### WHAT IS EXPECTED
The only acceptable output is every entry, printed exactly.

### Stored items
• • • • •

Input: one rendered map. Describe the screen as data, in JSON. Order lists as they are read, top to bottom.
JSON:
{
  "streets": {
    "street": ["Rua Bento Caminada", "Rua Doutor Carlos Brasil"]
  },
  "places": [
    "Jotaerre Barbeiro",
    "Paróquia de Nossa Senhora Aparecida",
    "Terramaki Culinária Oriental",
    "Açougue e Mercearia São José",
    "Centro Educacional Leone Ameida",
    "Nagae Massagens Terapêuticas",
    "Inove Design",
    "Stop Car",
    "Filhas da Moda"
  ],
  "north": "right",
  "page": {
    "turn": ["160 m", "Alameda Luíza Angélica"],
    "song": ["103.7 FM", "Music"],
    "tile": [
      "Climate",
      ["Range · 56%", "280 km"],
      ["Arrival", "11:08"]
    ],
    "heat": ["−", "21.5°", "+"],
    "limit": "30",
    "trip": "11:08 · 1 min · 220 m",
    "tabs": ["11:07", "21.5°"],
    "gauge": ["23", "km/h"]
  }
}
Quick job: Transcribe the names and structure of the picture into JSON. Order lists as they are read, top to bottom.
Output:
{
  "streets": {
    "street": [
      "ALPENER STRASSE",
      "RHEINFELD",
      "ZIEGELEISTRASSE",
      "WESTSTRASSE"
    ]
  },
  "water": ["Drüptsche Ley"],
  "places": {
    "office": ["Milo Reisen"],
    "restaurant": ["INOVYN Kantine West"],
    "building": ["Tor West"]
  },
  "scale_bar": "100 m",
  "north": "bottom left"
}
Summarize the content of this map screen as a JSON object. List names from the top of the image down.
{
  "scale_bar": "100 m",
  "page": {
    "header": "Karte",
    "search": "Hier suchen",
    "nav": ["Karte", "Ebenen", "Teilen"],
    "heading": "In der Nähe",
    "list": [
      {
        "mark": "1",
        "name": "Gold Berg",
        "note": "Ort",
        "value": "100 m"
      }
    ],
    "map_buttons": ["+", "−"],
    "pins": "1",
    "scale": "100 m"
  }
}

• • • • •

### RESPONSE TO THIS EXERCISE
Input: one rendered map. Describe the screen as data, in JSON. Order lists as they are read, top to bottom.
JSON:
{
  "streets": {
    "street": ["Rua Bento Caminada", "Rua Doutor Carlos Brasil"]
  },
  "places": [
    "Jotaerre Barbeiro",
    "Paróquia de Nossa Senhora Aparecida",
    "Terramaki Culinária Oriental",
    "Açougue e Mercearia São José",
    "Centro Educacional Leone Ameida",
    "Nagae Massagens Terapêuticas",
    "Inove Design",
    "Stop Car",
    "Filhas da Moda"
  ],
  "north": "right",
  "page": {
    "turn": ["160 m", "Alameda Luíza Angélica"],
    "song": ["103.7 FM", "Music"],
    "tile": [
      "Climate",
      ["Range · 56%", "280 km"],
      ["Arrival", "11:08"]
    ],
    "heat": ["−", "21.5°", "+"],
    "limit": "30",
    "trip": "11:08 · 1 min · 220 m",
    "tabs": ["11:07", "21.5°"],
    "gauge": ["23", "km/h"]
  }
}
Quick job: Transcribe the names and structure of the picture into JSON. Order lists as they are read, top to bottom.
Output:
{
  "streets": {
    "street": [
      "ALPENER STRASSE",
      "RHEINFELD",
      "ZIEGELEISTRASSE",
      "WESTSTRASSE"
    ]
  },
  "water": ["Drüptsche Ley"],
  "places": {
    "office": ["Milo Reisen"],
    "restaurant": ["INOVYN Kantine West"],
    "building": ["Tor West"]
  },
  "scale_bar": "100 m",
  "north": "bottom left"
}
Summarize the content of this map screen as a JSON object. List names from the top of the image down.
{
  "scale_bar": "100 m",
  "page": {
    "header": "Karte",
    "search": "Hier suchen",
    "nav": ["Karte", "Ebenen", "Teilen"],
    "heading": "In der Nähe",
    "list": [
      {
        "mark": "1",
        "name": "Gold Berg",
        "note": "Ort",
        "value": "100 m"
      }
    ],
    "map_buttons": ["+", "−"],
    "pins": "1",
    "scale": "100 m"
  }
}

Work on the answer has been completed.